Banker and lifelong Cobb resident Joe Daniell, whose father was on the board of trustees when Mableton was in its own school district in the 1950s, said one of his favorite memories of the school was the donkey basketball games they used to play in the gymnasium.

"They'd put rubber shoes on the donkeys, and we rode them and shot baskets," Daniell said.

Daniell graduated from Mableton in 1954, when it went up to seventh grade. He went to South Cobb High School, which was new at the time, for grades 8 through 12.

"That was a big jump. We went to high school in eighth grade," said Ray Barnes, who graduated from Mableton in 1952. Barnes also recalled donkey basketball as well as wheelchair basketball games.

Daniell said he and Ray Barnes were in the first band at Mableton when it started in 1951. Daniell's wife, Glenda, also graduated from Mableton in 1962, the same year as former Gov. Roy Barnes, Ray Barnes' brother.

Roy Barnes recalled a time when he and a friend overloaded the school's furnace.

"We used to have coal furnace heat," Roy Barnes said. "One morning we decided we would shovel so much coal into the chute and it got so hot in here that they thought the school was going to blow up. And we both got whipped for it."

Longtime Cobb County educator Tony Melton, who also graduated from Mableton in 1962 when it went through eighth grade, said the things he missed most about the school were the smells of chalk dust and the compound they used to use to clean the floors.

"I was in Ms. Fawler's fifth-grade class, and ... we used to have spelling bees. And the losing team had to treat the winning team to a Coke down at the Little Store," Melton said, referring to a convenience store that used to stand on the corner of Church Street just down the road from the school. "It was a great motivator. You didn't want to lose and we learned a lot about spelling."

Mableton Principal Kym Eisgruber said Monday wasn't the last time alumni and students will have to say goodbye to Mableton. The school is planning a Remember Mableton Celebration for April 28, 2012. Eisgruber is helping to organize the celebration along with Daniell and Barber.

Although Eisgruber is looking forward to the new Mableton, she said it will be bittersweet.

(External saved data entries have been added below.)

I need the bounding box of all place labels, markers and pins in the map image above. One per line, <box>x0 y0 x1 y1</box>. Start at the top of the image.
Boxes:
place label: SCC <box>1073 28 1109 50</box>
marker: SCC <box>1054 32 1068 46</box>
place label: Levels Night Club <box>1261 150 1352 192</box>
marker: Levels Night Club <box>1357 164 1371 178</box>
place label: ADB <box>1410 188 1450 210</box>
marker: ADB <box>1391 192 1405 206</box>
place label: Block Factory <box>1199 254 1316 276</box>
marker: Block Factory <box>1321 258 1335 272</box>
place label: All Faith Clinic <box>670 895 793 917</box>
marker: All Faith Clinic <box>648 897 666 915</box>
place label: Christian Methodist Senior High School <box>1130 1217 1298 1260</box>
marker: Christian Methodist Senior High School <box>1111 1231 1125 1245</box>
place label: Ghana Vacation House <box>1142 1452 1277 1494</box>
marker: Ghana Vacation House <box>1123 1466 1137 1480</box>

"We're excited to have a new school because there are some new things that we need," she said, but "there's something about this school; it's home."

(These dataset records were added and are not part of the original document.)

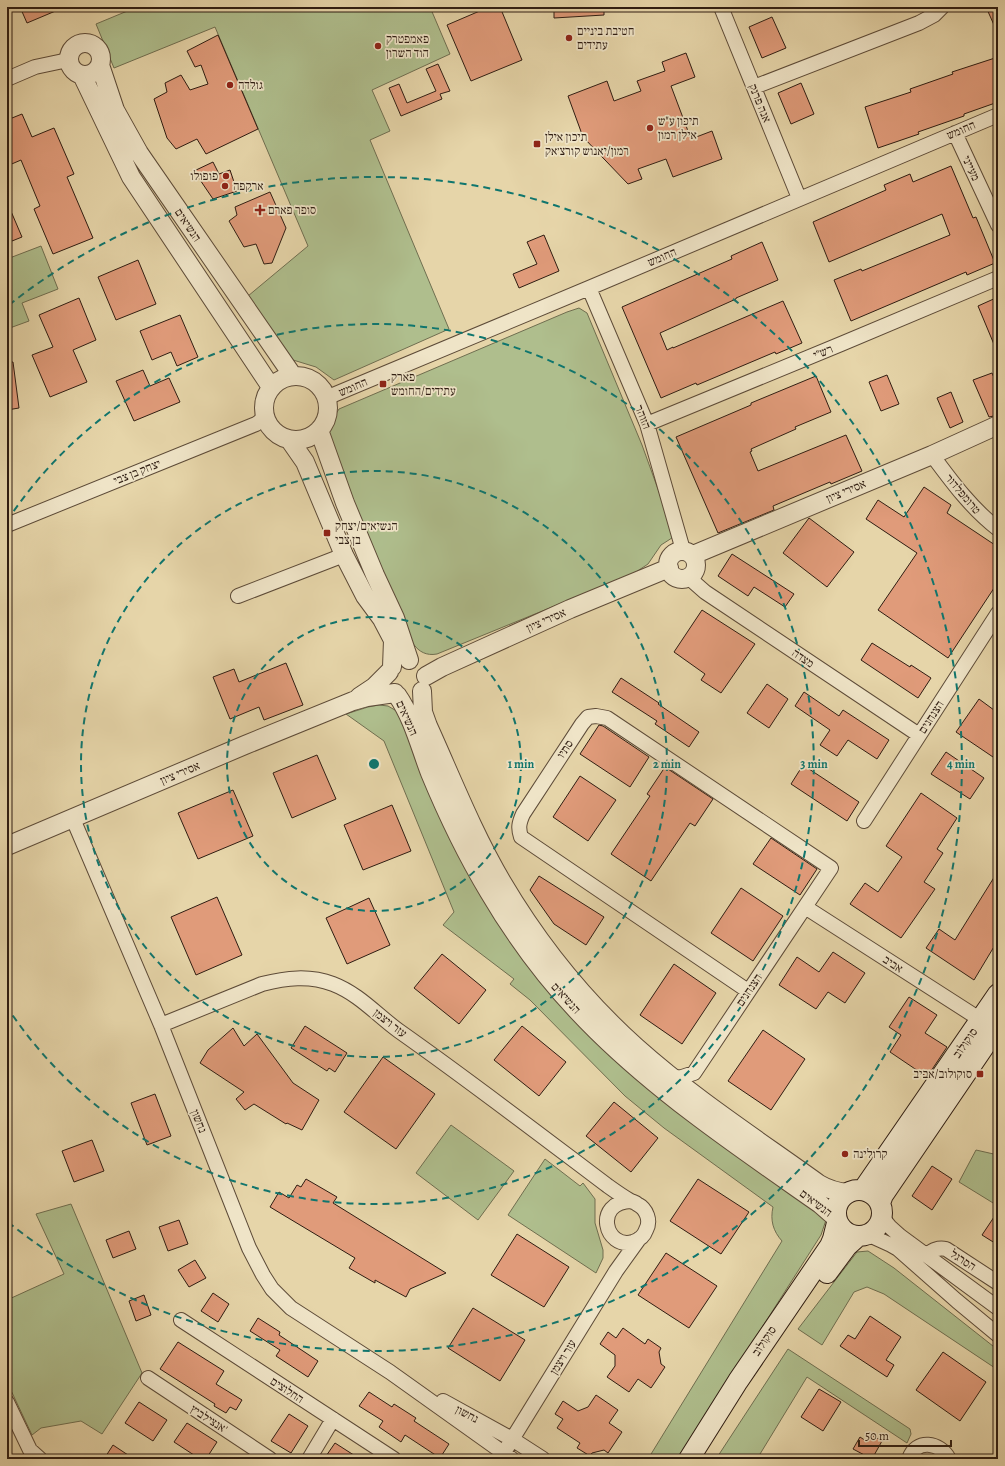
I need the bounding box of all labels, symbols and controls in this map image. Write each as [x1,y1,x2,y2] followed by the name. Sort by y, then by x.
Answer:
[577,23,634,53] place label: חטיבת ביניים עתידים
[386,31,429,61] place label: פאמפטרק הוד השרון
[564,33,574,43] marker: חטיבת ביניים עתידים
[373,41,383,51] marker: פאמפטרק הוד השרון
[238,77,263,93] place label: גולדה
[225,80,235,90] marker: גולדה
[745,81,775,125] street label: אנה פרנק
[658,113,699,143] place label: תיכון ע"ש אילן רמון
[944,117,978,143] street label: החומש
[645,123,655,133] marker: תיכון ע"ש אילן רמון
[545,129,629,159] place label: תיכון אילן רמון/יאנוש קורצ׳אק
[532,139,542,149] marker: תיכון אילן רמון/יאנוש קורצ׳אק
[958,153,984,183] street label: מעייני
[190,168,218,184] place label: פופולו
[221,171,231,181] marker: פופולו
[233,178,264,194] place label: ארקפה
[220,181,230,191] marker: ארקפה
[268,202,316,218] place label: סופר פארם
[171,205,205,245] street label: הנשיאים
[255,205,265,215] marker: סופר פארם
[645,244,679,270] street label: החומש
[811,341,835,363] street label: רש"י
[391,369,456,399] place label: פארק עתידים/החומש
[336,374,370,400] street label: החומש
[378,379,388,389] marker: פארק עתידים/החומש
[631,403,655,431] street label: הזוהר
[111,455,163,489] street label: יצחק בן צבי
[941,470,985,518] street label: טרומפלדור
[824,475,868,507] street label: אסירי ציון
[335,518,398,548] place label: הנשיאים/יצחק בן צבי
[322,528,332,538] marker: הנשיאים/יצחק בן צבי
[524,604,568,636] street label: אסירי ציון
[789,645,817,671] street label: מצדה
[914,697,948,737] street label: הצנחנים
[392,698,422,738] street label: הנשיאים
[553,737,577,761] street label: סתיו
[508,756,535,772] text: 1 min
[653,756,681,772] text: 2 min
[800,756,828,772] text: 3 min
[947,756,975,772] text: 4 min
[158,757,202,789] street label: אסירי ציון
[367,757,381,771] centre of rings
[880,952,906,976] street label: אביב
[732,970,766,1010] street label: הצנחנים
[548,979,584,1017] street label: הנשיאים
[370,1005,410,1041] street label: עזר ויצמן
[949,1025,981,1061] street label: סוקולוב
[913,1066,972,1082] place label: סוקולוב/אביב
[975,1069,985,1079] marker: סוקולוב/אביב
[187,1107,211,1135] street label: נחשון
[853,1146,888,1162] place label: קרולינה
[840,1149,850,1159] marker: קרולינה
[796,1185,836,1221] street label: הנשיאים
[947,1246,979,1274] street label: הסרגל
[748,1323,780,1359] street label: סוקולוב
[546,1336,580,1377] street label: עזר ויצמן
[267,1373,307,1407] street label: החלוצים
[187,1401,231,1437] street label: אנצילביץ'
[453,1401,481,1427] street label: נחשון
[859,1422,951,1448] scale bar
[865,1428,889,1444] text: 50 m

Built in 1952, Mableton Elementary replaced Mableton High School, which burned to the ground in October 1948. Mableton is home to 450 students and has graduated distinguished Cobb Countians such as Roy Barnes, Ray Barnes, the Rev. Eddie Barton of Concord Baptist Church, Eddy Barber, former president of the South Cobb Development Authority, Daniell, Maj. Gen. William Nesbitt and Melton.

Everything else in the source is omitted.